◆ ABOUT THIS TASK: Every entry is to be copied exactly as written, and the pictures are to be skipped.

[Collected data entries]
=== Section Start ===
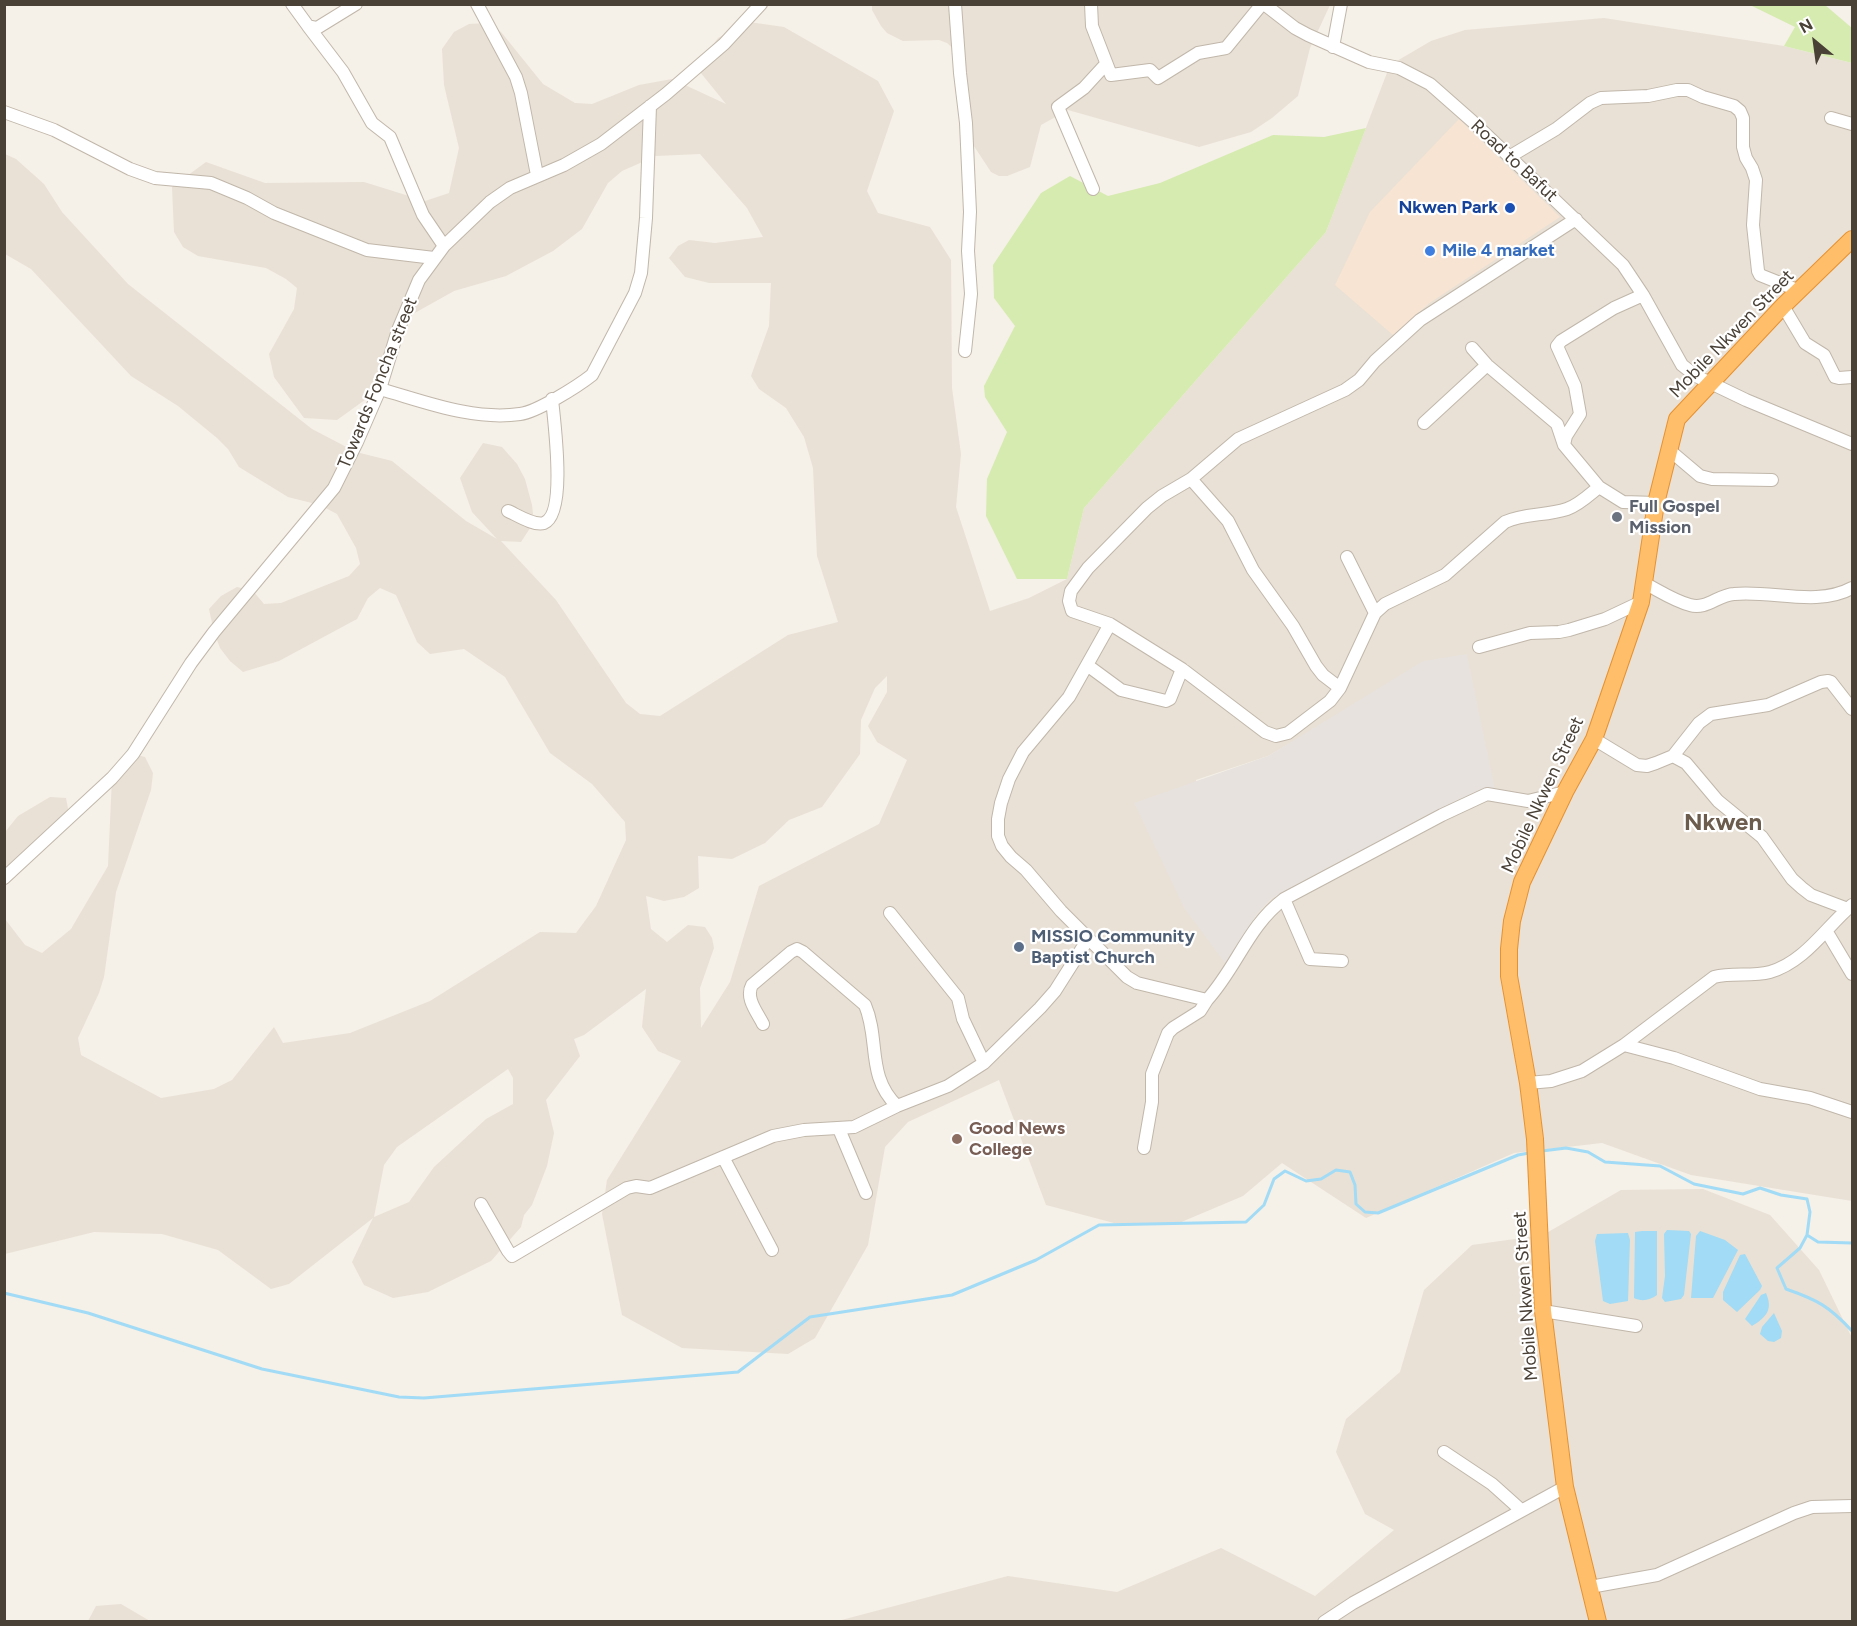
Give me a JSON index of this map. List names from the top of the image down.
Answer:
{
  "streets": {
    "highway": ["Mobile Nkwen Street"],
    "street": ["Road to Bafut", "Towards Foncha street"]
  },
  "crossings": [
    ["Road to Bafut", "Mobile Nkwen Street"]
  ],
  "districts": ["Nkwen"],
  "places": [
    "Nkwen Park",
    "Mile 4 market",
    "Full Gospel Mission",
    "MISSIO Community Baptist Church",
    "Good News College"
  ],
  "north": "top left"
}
=== Section End ===
◆ RESPONSE AREA:
Give me a JSON index of this map. List names from the top of the image down.
Answer:
{
  "streets": {
    "highway": ["Mobile Nkwen Street"],
    "street": ["Road to Bafut", "Towards Foncha street"]
  },
  "crossings": [
    ["Road to Bafut", "Mobile Nkwen Street"]
  ],
  "districts": ["Nkwen"],
  "places": [
    "Nkwen Park",
    "Mile 4 market",
    "Full Gospel Mission",
    "MISSIO Community Baptist Church",
    "Good News College"
  ],
  "north": "top left"
}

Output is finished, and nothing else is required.